On 9/2/19 6:00 PM, [email protected] wrote:
> September 2, 2019 5:55 PM, [email protected] wrote:
>
>> September 2, 2019 5:23 PM, "Martijn van Duren"
>> <[email protected]> wrote:
>>
>>> Gilles should probably elaborate, but the way things are now is that
>>> system(3) is used to start the filters, allowing us to run any arbitrary
>>> (set of) command(s) as a filter.
>>>
>>> Since the filters now in ports are non-interactive commands I proposed
>>> to move them to /usr/local/libexec/smtpd, which gilles@ is a proponent
>>> of. This however means that all filters need to be specified by a full
>>> path, which is not something I would promote.
>>>
>>> Hence the proposition of this diff.
>>
>> I don't feel comfortable adding that path to PATH, even if we're going
>> to call system() right behind.
>>
>> Why not detect if the command starts with '/' and prepend libexec directory
>> if that's not the case ?
>>
>
> I also want to rework the command line before it's passed to system() so we
> exec and save some unnecessary processes which are only waiting for a child
> to exit its infinite loop.
>
> To do that, we are going to copy the command anyways so checking if command
> starts with a / and prepending the absolute path is going to be easy.
>
Something like this?
Index: smtpd.c
===================================================================
RCS file: /cvs/src/usr.sbin/smtpd/smtpd.c,v
retrieving revision 1.324
diff -u -p -r1.324 smtpd.c
--- smtpd.c 26 Jul 2019 07:08:34 -0000 1.324
+++ smtpd.c 2 Sep 2019 17:27:31 -0000
@@ -1277,6 +1277,8 @@ fork_processor(const char *name, const c
int sp[2], errfd[2];
struct passwd *pw;
struct group *gr;
+ char exec[_POSIX_ARG_MAX];
+ int execr;
if (user == NULL)
user = SMTPD_USER;
@@ -1340,6 +1342,14 @@ fork_processor(const char *name, const c
signal(SIGHUP, SIG_DFL) == SIG_ERR)
err(1, "signal");
+ if (command[0] == '/')
+ execr = snprintf(exec, sizeof(exec), "exec %s", command);
+ else
+ execr = snprintf(exec, sizeof(exec), "exec %s/filter-%s",
+ PATH_LIBEXEC, command);
+ if (execr >= (int) sizeof(exec))
+ errx(1, "%s: exec path too long", name);
+
/*
* Wait for lka to acknowledge that it received the fd.

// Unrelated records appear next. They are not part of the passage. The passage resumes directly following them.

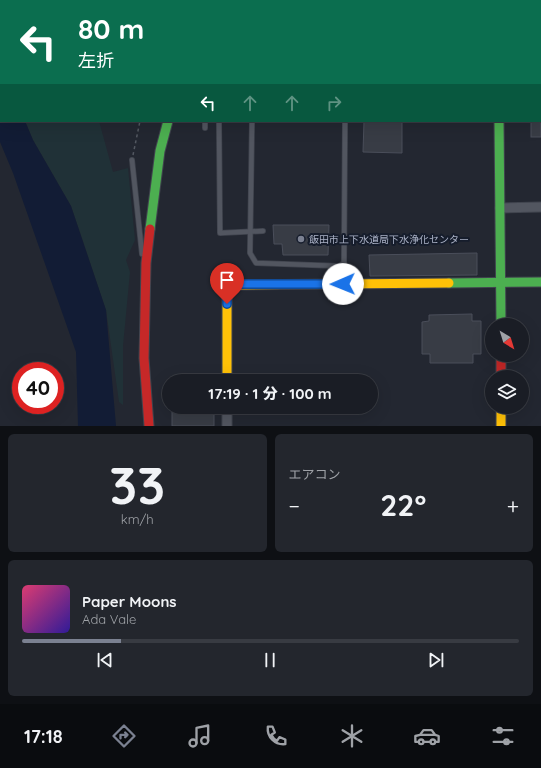 <!DOCTYPE html>
<html lang="ja">
<head>
<meta charset="utf-8">
<style>
	:root { --surface:#1a1d25; --page:#23262d; --text:#f1f3f6; --muted:#9fa2a7; --line:#383b42; --accent:#7b8191 }
	body { margin:0; font-family:Quicksand,"Noto Sans JP",sans-serif; background:var(--page); color:var(--text); height:100vh; display:flex; flex-direction:column; font-size:15px; white-space:nowrap }
	* { box-sizing:border-box; margin:0 }
	p { font-size:13px; color:var(--muted) }
	.icon { flex:none; width:22px; height:22px; fill:none; stroke:currentColor; stroke-width:2; stroke-linecap:round; stroke-linejoin:round }
	.map { position:relative; height:426px; overflow:hidden }
	.side { display:flex; flex-direction:column; gap:8px; padding:8px; background:#0e1014; flex:1 }
	.side>* { flex:none }
	.guide { position:absolute; left:0px; top:0px; width:541px; height:122px; box-shadow:0 4px 16px #0002,0 0 0 1px var(--line); background:#0b6e4f; color:#fff; overflow:hidden }
	.needle { width:26px; rotate:142deg }
	.buttons { position:absolute; left:485px; top:318px; display:grid; gap:8px }
	.buttons a { display:grid; place-items:center; width:44px; height:44px; border-radius:50%; background:var(--surface); box-shadow:0 4px 16px #0002,0 0 0 1px var(--line); font-size:20px }
	.speed { position:absolute; left:12px; top:362px; display:flex; gap:8px; font-size:20px; font-weight:700; text-align:center }
	.speed>* { display:grid; place-content:center; width:52px; height:52px; border-radius:50%; background:var(--surface); box-shadow:0 4px 16px #0002,0 0 0 1px var(--line); line-height:1 }
	.speed .limit { border:6px solid #d22; background:#fff; color:#111 }
	.pin { position:absolute; display:grid; place-items:center; width:34px; height:34px; color:#fff; margin:-41px -17px; border-radius:50% 50% 50% 0; rotate:-45deg; box-shadow:0 0 4px #0007 }
	.pin .icon { rotate:45deg }
	.me { position:absolute; width:44px; margin:-22px; rotate:269deg; stroke-linejoin:round; filter:drop-shadow(0 0 3px #0008) }
	.turn { display:flex; align-items:center; gap:14px; height:84px; padding:0 12px; font-size:18px }
	.turn .icon { width:52px; height:52px; stroke-width:2.5 }
	.turn b { display:block; font-size:28px; line-height:34px }
	.lanes { display:flex; align-items:center; height:38px; padding:0 12px; background:#0003; justify-content:center; gap:20px; direction:ltr }
	.lanes .off { opacity:.35 }
	.big { font-size:30px; font-weight:800; line-height:1.1 }
	.side .card { flex:1; display:flex; flex-direction:column; justify-content:center; gap:6px; min-width:0; padding:0 14px; border-radius:6px; background:var(--page) }
	.side .dial { align-items:center; gap:0 }
	.dial b { font-size:52px; line-height:1 }
	.song { display:flex; align-items:center; gap:12px }
	.cover { width:48px; height:48px; border-radius:6px; background:linear-gradient(135deg,hsl(340 70% 55%),hsl(250 70% 35%)) }
	.played { height:4px; border-radius:2px; background:linear-gradient(90deg,var(--accent) 20%,var(--line) 20%) }
	.keys { display:flex; justify-content:space-around; direction:ltr }
	.heat { display:flex; justify-content:space-between; align-items:center; font-size:22px; direction:ltr }
	.side .tiles { flex:1; display:grid; gap:8px; grid-template-columns:1fr 1fr }
	.card:last-child { grid-column:span 2 }
	.trip { position:absolute; left:162px; top:374px; width:216px; height:40px; border-radius:20px; background:var(--surface); box-shadow:0 4px 16px #0002,0 0 0 1px var(--line); font-weight:800; line-height:40px; text-align:center }
	.tabs { display:flex; height:64px; justify-content:space-around; align-items:center; background:#0a0c0f; color:var(--muted) }
	.tabs .icon { width:28px; height:28px }
	.tabs .on { color:var(--accent) }
	.tabs b { font-size:18px; color:var(--text) }
	.map>svg:first-child { display:block }
	.green { fill:#203137 }
	.water { fill:#121c35 }
	.building { fill:#383c45; stroke:#4a4e5a }
	.lines { fill:none; stroke-linecap:round; stroke-linejoin:round }
	.lane-casing { stroke:#40444e; stroke-width:6 }
	.street-casing { stroke:#40444e; stroke-width:11 }
	.fast-casing { stroke:#40444e; stroke-width:11 }
	.slow-casing { stroke:#40444e; stroke-width:11 }
	.jam-casing { stroke:#40444e; stroke-width:11 }
	.path { stroke:#545962; stroke-width:1.5; stroke-dasharray:3 3; stroke-linecap:butt }
	.lane { stroke:#525660; stroke-width:4.5 }
	.street { stroke:#525660; stroke-width:9 }
	.fast { stroke:#4caf50; stroke-width:9 }
	.slow { stroke:#ffc107; stroke-width:9 }
	.jam { stroke:#c62828; stroke-width:9 }
	.route-casing { stroke:#114b97; stroke-width:10 }
	.route { stroke:#1a73e8; stroke-width:7 }
	.poi-dot { fill:#7b8191; stroke:#161d2c; stroke-width:1.5 }
	.labels { text-anchor:middle; stroke-width:4; stroke-linejoin:round; paint-order:stroke }
	.poi-label { font-size:10px; fill:#aab1c5; stroke:#161d2c; text-anchor:start }
</style>
</head>
<body>
<div class="map">
<svg width="541" height="426" viewBox="0 0 541 426">
	<rect width="100%" height="100%" fill="#232731"/>
	<!-- green -->
	<g class="green">
		<polygon points="0,0 176,0 1,1 1,77"/>
		<polygon points="25,121 99,121 113,172 128,168 135,240 126,260 130,272 123,346 123,405 119,402 106,310 71,206 33,140"/>
	</g>
	<!-- water -->
	<polygon class="water" points="0,76 1,121 25,121 33,140 71,206 106,310 116,426 78,426 76,352 13,173 0,142"/>
	<!-- building -->
	<g class="building">
		<polygon points="364,121 402,121 402,153 363,152"/>
		<rect x="531" y="121" width="10" height="16"/>
		<polygon points="273,225 329,225 328,255 283,255 282,244 274,244"/>
		<polygon points="477,253 477,275 370,276 369,255"/>
		<polygon points="472,314 472,321 481,321 481,354 473,354 473,363 430,363 430,354 422,354 422,322 429,321 429,315"/>
		<rect x="172" y="407" width="42" height="19"/>
	</g>
	<g class="lines">
		<defs>
			<g id="lane">
				<polyline points="345,1 345,0"/>
				<polyline points="205,121 205,128"/>
				<polyline points="219,121 220,233 263,231"/>
				<polyline points="252,121 250,253 256,263 339,266 344,263 345,121"/>
				<polyline points="132,160 142,254"/>
			</g>
			<g id="street">
				<polyline points="199,1 199,0"/>
				<polyline points="540,15 541,15"/>
				<polyline points="500,208 541,207"/>
				<polyline points="227,407 227,426"/>
			</g>
			<g id="fast">
				<polyline points="499,121 501,325"/>
				<polyline points="150,229 160,151 168,121"/>
				<polyline points="449,283 541,282"/>
			</g>
			<g id="slow">
				<polyline points="227,381 227,289 233,285 449,283"/>
				<polyline points="501,407 501,426"/>
			</g>
			<g id="jam">
				<polyline points="498,0 498,1"/>
				<polyline points="501,355 501,377"/>
				<polyline points="149,426 144,358 146,263 150,229"/>
			</g>
		</defs>
		<!-- lane casing -->
		<use href="#lane" class="lane-casing"/>
		<!-- street casing -->
		<use href="#street" class="street-casing"/>
		<!-- fast casing -->
		<use href="#fast" class="fast-casing"/>
		<!-- slow casing -->
		<use href="#slow" class="slow-casing"/>
		<!-- jam casing -->
		<use href="#jam" class="jam-casing"/>
		<!-- path -->
		<g class="path">
			<polyline points="174,1 174,0"/>
			<polyline points="133,155 140,121"/>
		</g>
		<!-- lane -->
		<use href="#lane" class="lane"/>
		<!-- street -->
		<use href="#street" class="street"/>
		<!-- fast -->
		<use href="#fast" class="fast"/>
		<!-- slow -->
		<use href="#slow" class="slow"/>
		<!-- jam -->
		<use href="#jam" class="jam"/>
	</g>
	<g class="lines">
		<defs>
			<polyline id="route" points="227,304 227,289 233,284 343,284"/>
		</defs>
		<!-- route casing -->
		<use href="#route" class="route-casing"/>
		<!-- route -->
		<use href="#route" class="route"/>
	</g>
	<!-- markers -->
	<circle class="poi-dot" cx="301" cy="239" r="4"/>
	<g class="labels">
		<!-- poi labels -->
		<g class="poi-label">
			<text x="309" y="243">飯田市上下水道局下水浄化センター</text>
		</g>
	</g>
</svg>
<div class="buttons">
<a><svg class="needle" viewBox="-14 -14 28 28"><path d="M0-13l5 13h-10z" fill="#e53935"/><path d="M0 13l5-13h-10z" fill="#9fa2a7"/></svg></a>
<a><svg class="icon" aria-label="layers" viewBox="0 0 24 24"><path d="M12 4l9 5-9 5-9-5zM3 14l9 5 9-5"/></svg></a>
</div>
<div class="speed"><div class="limit">40</div></div>
<div class="pin" style="left:227px;top:304px;background:#d93025"><svg class="icon" aria-label="arrive" viewBox="0 0 24 24"><path d="M6 21V4h12l-3 4 3 4H6"/></svg></div>
<svg class="me" style="left:343px;top:284px" viewBox="-20 -20 40 40"><circle r="19" fill="#fff"/><path d="M0-13L10 11 0 6-10 11z" fill="#1a73e8"/></svg>
<div class="trip">17:19 · 1 分 · 100 m</div>
<div class="guide">
<div class="turn"><svg class="icon" aria-label="left" viewBox="0 0 24 24"><path d="M17 20v-9H6M10 6l-5 5 5 5"/></svg><div><b>80 m</b>左折</div></div>
<div class="lanes"><svg class="icon" aria-label="left" viewBox="0 0 24 24"><path d="M17 20v-9H6M10 6l-5 5 5 5"/></svg><svg class="icon off" aria-label="ahead" viewBox="0 0 24 24"><path d="M12 20V5M6 11l6-6 6 6"/></svg><svg class="icon off" aria-label="ahead" viewBox="0 0 24 24"><path d="M12 20V5M6 11l6-6 6 6"/></svg><svg class="icon off" aria-label="right" viewBox="0 0 24 24"><path d="M7 20v-9h11M14 6l5 5-5 5"/></svg></div>
</div>
</div>
<section class="side">
<div class="tiles">
<div class="card dial"><b>33</b><p>km/h</p></div>
<div class="card"><p>エアコン</p>
<div class="heat"><a>−</a><b class="big">22°</b><a>+</a></div>
</div>
<div class="card">
<div class="song"><i class="cover"></i><div><b>Paper Moons</b><p>Ada Vale</p></div></div>
<div class="played"></div>
<div class="keys"><svg class="icon" aria-label="previous" viewBox="0 0 24 24"><path d="M18 5L8 12l10 7zM5 5v14"/></svg><svg class="icon" aria-label="pause" viewBox="0 0 24 24"><path d="M8 5v14M16 5v14"/></svg><svg class="icon" aria-label="next" viewBox="0 0 24 24"><path d="M6 5l10 7-10 7zM19 5v14"/></svg></div>
</div>
</div>
</section>
<nav class="tabs">
<b>17:18</b>
<svg class="icon on" aria-label="directions" viewBox="0 0 24 24"><path d="M12 3l9 9-9 9-9-9zM9 14v-3h6M13 9l2 2-2 2"/></svg>
<svg class="icon" aria-label="music" viewBox="0 0 24 24"><path d="M9 18V5l10-2v13"/><circle cx="6" cy="18" r="3"/><circle cx="16" cy="16" r="3"/></svg>
<svg class="icon" aria-label="phone" viewBox="0 0 24 24"><path d="M5 4h4l2 5-3 2q2 4 5 5l2-3 5 2v4C11 20 4 13 5 4z"/></svg>
<svg class="icon" aria-label="climate" viewBox="0 0 24 24"><path d="M12 3v18M4 7l16 10M4 17L20 7"/></svg>
<svg class="icon" aria-label="car" viewBox="0 0 24 24"><path d="M5 17H2v-5l4-1 3-4h7l3 4 3 1v5h-3M9 17h6M6 11h13"/><circle cx="7" cy="17" r="2"/><circle cx="17" cy="17" r="2"/></svg>
<svg class="icon" aria-label="filters" viewBox="0 0 24 24"><path d="M4 7h16M4 17h16"/><circle cx="9" cy="7" r="2"/><circle cx="15" cy="17" r="2"/></svg>
</nav>
</body>
</html>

* This prevents a race condition between the filter sending an error
@@ -1350,7 +1360,7 @@ fork_processor(const char *name, const c
*/
if (read(STDERR_FILENO, &buf, 1) != 0)
errx(1, "lka didn't properly close write end of error socket");
- if (system(command) == -1)
+ if (system(exec) == -1)
err(1, NULL);
/* there's no successful exit from a processor */
Index: smtpd.conf.5
===================================================================
RCS file: /cvs/src/usr.sbin/smtpd/smtpd.conf.5,v
retrieving revision 1.221
diff -u -p -r1.221 smtpd.conf.5
--- smtpd.conf.5 17 Aug 2019 14:43:21 -0000 1.221
+++ smtpd.conf.5 2 Sep 2019 17:27:31 -0000
@@ -383,6 +383,11 @@ filter
.Ar filter-name
from
.Ar command .
+If
+.Ar command
+starts with a slash it is executed with an absolute path,
+else it will be prepended with
+.Dq /usr/local/libexec/smtpd/filter- .
.It Ic include Qq Ar pathname
Replace this directive with the content of the additional configuration
file at the absolute
@@ -757,6 +762,11 @@ Register an external process named
from
.Ar command .
Such processes may be used to share the same instance between multiple filters.
+If
+.Ar command
+starts with a slash it is executed with an absolute path,
+else it will be prepended with
+.Dq /usr/local/libexec/smtpd/filter- .
.It Ic queue Cm compression
Store queue files in a compressed format.
This may be useful to save disk space.